Best Estonian science photos of the year selected
The most skilful combination of photography and science in 2015 was achieved by UT Institute of Chemistry Research Fellow Tavo Romann, who is Estonia’s science photographer of the year and whose winning photo depicts the decomposition of ionic liquid at extreme voltages on a carbon electrode.
207 photos from 33 authors were submitted to the Estonian Science Photo Competition. Chair of the jury, Head of UT Institute of Physics Jaak Kikas was pleased that the quality of Estonian science photos has improved over the years. “We selected best photographers in five categories. It is important to note that the photos of Estonian science photographer of the year Tavo Romann were featured in three categories,” outlined Kikas and added that even leaving the scientific content aside, Romann’s winning piece in the category of microscopy images is visually very effective on its own.

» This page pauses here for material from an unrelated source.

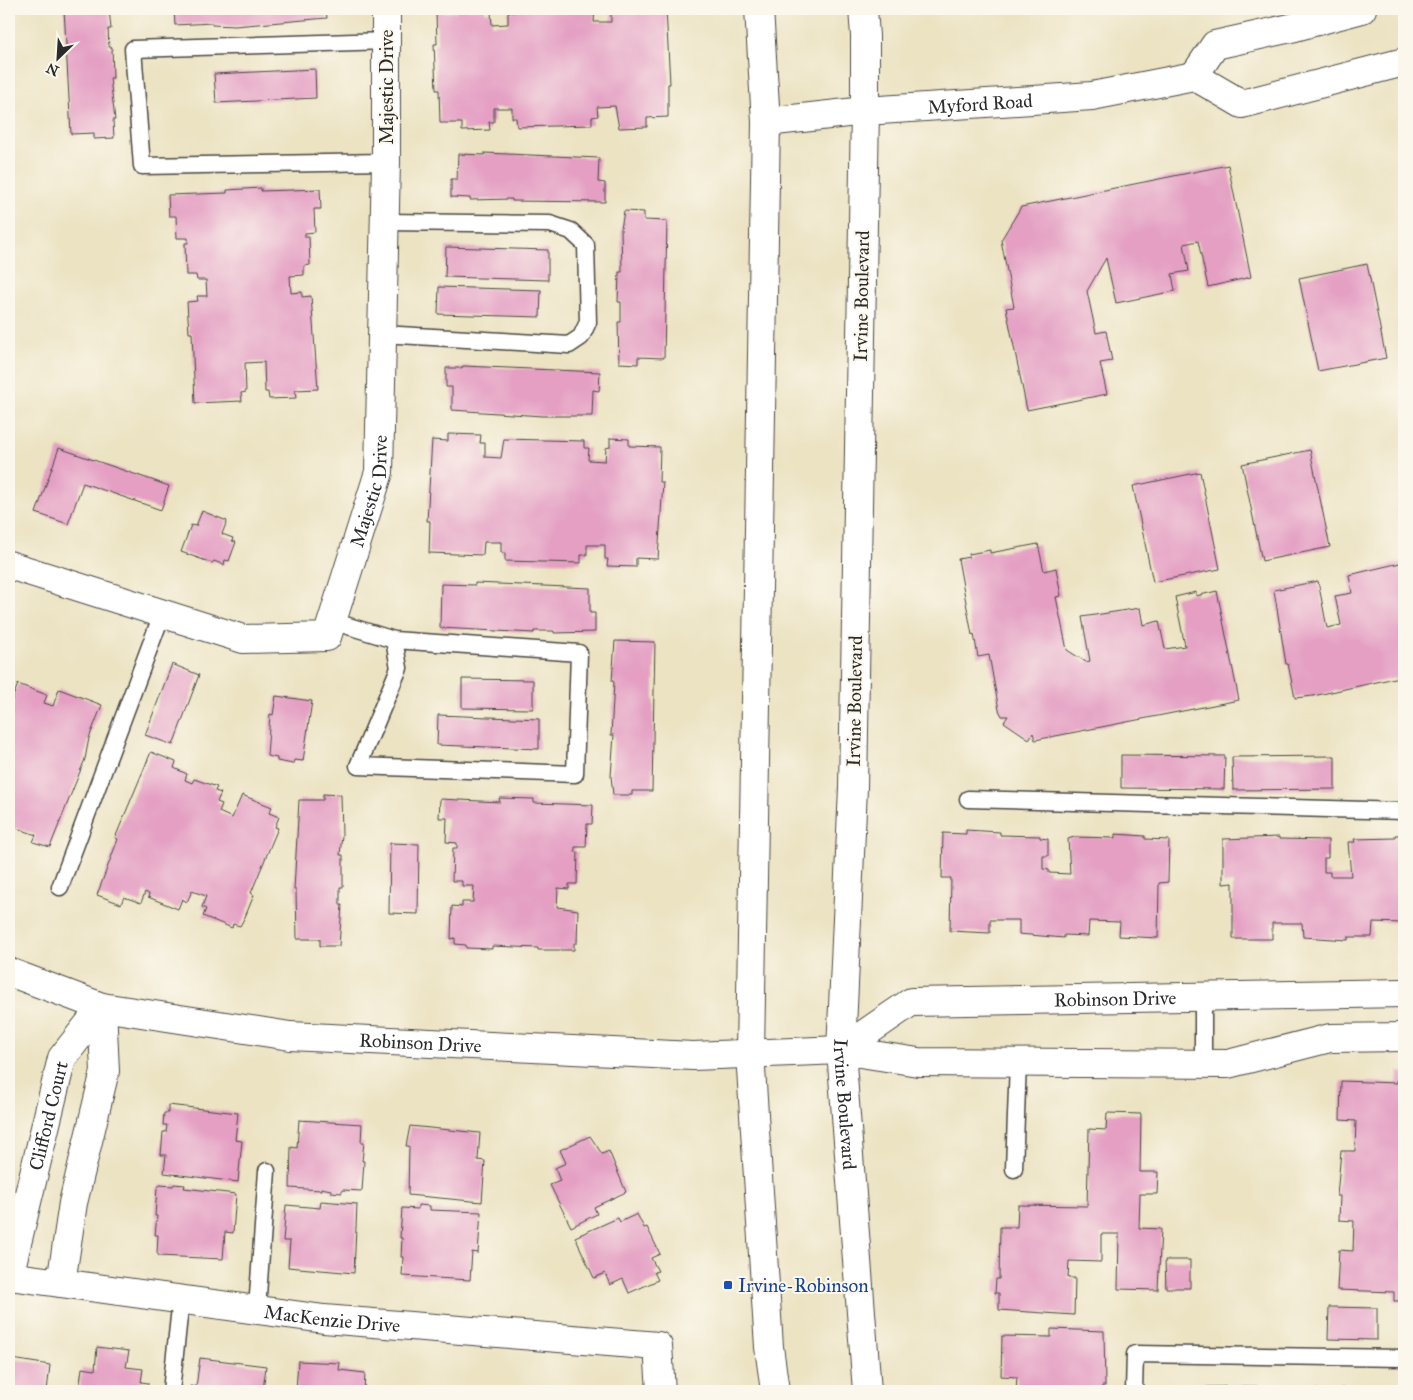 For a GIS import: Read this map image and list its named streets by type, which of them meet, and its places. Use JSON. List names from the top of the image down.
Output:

The best Estonian science photos were elected by a jury, which includes Head of UT Institute of Physics and photographer Jaak Kikas, Ivo Kruusamägi from Wikipedia, photographer Lauri Kulpsoo, research journalist Arko Olesk, and biologist and nature photographer Urmas Tartes.
The Estonian Science Photo Competition 2015 took place from 1 November to 15 December and the best science photos and science photographer of the year were announced on 22 January in the Tartu Old Observatory. The aim of the contest was to popularise science and captioning science. The Estonian competition is part of the European Science Photo Competition. The competition was organised by Wikimedia Estonia.
Nearly 10 000 photos from 40 countries and nearly 2 200 authors were submitted to the pan-European competition. The overall winners will be announced in a month and they are selected from the pictures elected best in the participating countries.